- _Your instructions_: In full and word for word, restate the lines of the listing.

*** Records for this exercise ***

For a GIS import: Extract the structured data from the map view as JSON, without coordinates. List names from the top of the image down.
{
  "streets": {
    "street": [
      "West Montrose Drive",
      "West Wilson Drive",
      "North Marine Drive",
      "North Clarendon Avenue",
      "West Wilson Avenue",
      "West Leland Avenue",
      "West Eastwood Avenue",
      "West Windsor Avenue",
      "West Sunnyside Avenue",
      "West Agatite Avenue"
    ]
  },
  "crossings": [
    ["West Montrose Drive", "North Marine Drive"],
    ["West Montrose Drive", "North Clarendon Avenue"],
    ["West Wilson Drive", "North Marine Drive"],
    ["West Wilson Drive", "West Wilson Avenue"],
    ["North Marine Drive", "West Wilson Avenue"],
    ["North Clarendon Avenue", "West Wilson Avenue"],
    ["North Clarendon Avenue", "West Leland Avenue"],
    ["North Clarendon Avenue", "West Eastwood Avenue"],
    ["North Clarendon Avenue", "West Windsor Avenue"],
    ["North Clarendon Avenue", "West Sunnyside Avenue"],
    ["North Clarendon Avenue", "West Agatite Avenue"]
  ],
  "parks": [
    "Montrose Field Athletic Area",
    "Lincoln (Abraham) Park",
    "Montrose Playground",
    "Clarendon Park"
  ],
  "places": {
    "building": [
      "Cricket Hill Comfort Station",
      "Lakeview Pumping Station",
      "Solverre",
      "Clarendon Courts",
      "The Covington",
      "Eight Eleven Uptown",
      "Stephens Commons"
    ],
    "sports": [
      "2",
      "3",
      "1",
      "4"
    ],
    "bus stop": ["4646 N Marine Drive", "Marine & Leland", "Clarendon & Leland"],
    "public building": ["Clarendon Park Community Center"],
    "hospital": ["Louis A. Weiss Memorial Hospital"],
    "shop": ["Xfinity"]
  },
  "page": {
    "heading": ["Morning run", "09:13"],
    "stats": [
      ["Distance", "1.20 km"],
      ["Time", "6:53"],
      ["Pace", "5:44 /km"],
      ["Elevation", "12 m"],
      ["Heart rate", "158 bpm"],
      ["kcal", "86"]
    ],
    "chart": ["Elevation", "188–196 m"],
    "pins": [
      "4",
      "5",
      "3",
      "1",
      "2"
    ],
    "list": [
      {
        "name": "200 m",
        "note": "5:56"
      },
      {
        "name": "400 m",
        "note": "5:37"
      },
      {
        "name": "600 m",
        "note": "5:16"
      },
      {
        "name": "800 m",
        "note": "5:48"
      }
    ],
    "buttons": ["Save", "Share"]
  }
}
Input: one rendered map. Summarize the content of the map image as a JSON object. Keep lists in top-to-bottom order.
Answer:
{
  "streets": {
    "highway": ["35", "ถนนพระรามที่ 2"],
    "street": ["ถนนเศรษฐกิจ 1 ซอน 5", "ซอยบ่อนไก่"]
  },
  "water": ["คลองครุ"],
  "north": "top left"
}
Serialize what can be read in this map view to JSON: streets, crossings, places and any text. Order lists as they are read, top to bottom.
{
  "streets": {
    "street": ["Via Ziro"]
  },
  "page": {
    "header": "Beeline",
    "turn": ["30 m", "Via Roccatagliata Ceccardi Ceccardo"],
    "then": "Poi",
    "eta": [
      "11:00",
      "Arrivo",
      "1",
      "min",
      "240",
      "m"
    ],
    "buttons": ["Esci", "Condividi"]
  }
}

*** End of Records for this exercise ***

- _Result_:
For a GIS import: Extract the structured data from the map view as JSON, without coordinates. List names from the top of the image down.
{
  "streets": {
    "street": [
      "West Montrose Drive",
      "West Wilson Drive",
      "North Marine Drive",
      "North Clarendon Avenue",
      "West Wilson Avenue",
      "West Leland Avenue",
      "West Eastwood Avenue",
      "West Windsor Avenue",
      "West Sunnyside Avenue",
      "West Agatite Avenue"
    ]
  },
  "crossings": [
    ["West Montrose Drive", "North Marine Drive"],
    ["West Montrose Drive", "North Clarendon Avenue"],
    ["West Wilson Drive", "North Marine Drive"],
    ["West Wilson Drive", "West Wilson Avenue"],
    ["North Marine Drive", "West Wilson Avenue"],
    ["North Clarendon Avenue", "West Wilson Avenue"],
    ["North Clarendon Avenue", "West Leland Avenue"],
    ["North Clarendon Avenue", "West Eastwood Avenue"],
    ["North Clarendon Avenue", "West Windsor Avenue"],
    ["North Clarendon Avenue", "West Sunnyside Avenue"],
    ["North Clarendon Avenue", "West Agatite Avenue"]
  ],
  "parks": [
    "Montrose Field Athletic Area",
    "Lincoln (Abraham) Park",
    "Montrose Playground",
    "Clarendon Park"
  ],
  "places": {
    "building": [
      "Cricket Hill Comfort Station",
      "Lakeview Pumping Station",
      "Solverre",
      "Clarendon Courts",
      "The Covington",
      "Eight Eleven Uptown",
      "Stephens Commons"
    ],
    "sports": [
      "2",
      "3",
      "1",
      "4"
    ],
    "bus stop": ["4646 N Marine Drive", "Marine & Leland", "Clarendon & Leland"],
    "public building": ["Clarendon Park Community Center"],
    "hospital": ["Louis A. Weiss Memorial Hospital"],
    "shop": ["Xfinity"]
  },
  "page": {
    "heading": ["Morning run", "09:13"],
    "stats": [
      ["Distance", "1.20 km"],
      ["Time", "6:53"],
      ["Pace", "5:44 /km"],
      ["Elevation", "12 m"],
      ["Heart rate", "158 bpm"],
      ["kcal", "86"]
    ],
    "chart": ["Elevation", "188–196 m"],
    "pins": [
      "4",
      "5",
      "3",
      "1",
      "2"
    ],
    "list": [
      {
        "name": "200 m",
        "note": "5:56"
      },
      {
        "name": "400 m",
        "note": "5:37"
      },
      {
        "name": "600 m",
        "note": "5:16"
      },
      {
        "name": "800 m",
        "note": "5:48"
      }
    ],
    "buttons": ["Save", "Share"]
  }
}
Input: one rendered map. Summarize the content of the map image as a JSON object. Keep lists in top-to-bottom order.
Answer:
{
  "streets": {
    "highway": ["35", "ถนนพระรามที่ 2"],
    "street": ["ถนนเศรษฐกิจ 1 ซอน 5", "ซอยบ่อนไก่"]
  },
  "water": ["คลองครุ"],
  "north": "top left"
}
Serialize what can be read in this map view to JSON: streets, crossings, places and any text. Order lists as they are read, top to bottom.
{
  "streets": {
    "street": ["Via Ziro"]
  },
  "page": {
    "header": "Beeline",
    "turn": ["30 m", "Via Roccatagliata Ceccardi Ceccardo"],
    "then": "Poi",
    "eta": [
      "11:00",
      "Arrivo",
      "1",
      "min",
      "240",
      "m"
    ],
    "buttons": ["Esci", "Condividi"]
  }
}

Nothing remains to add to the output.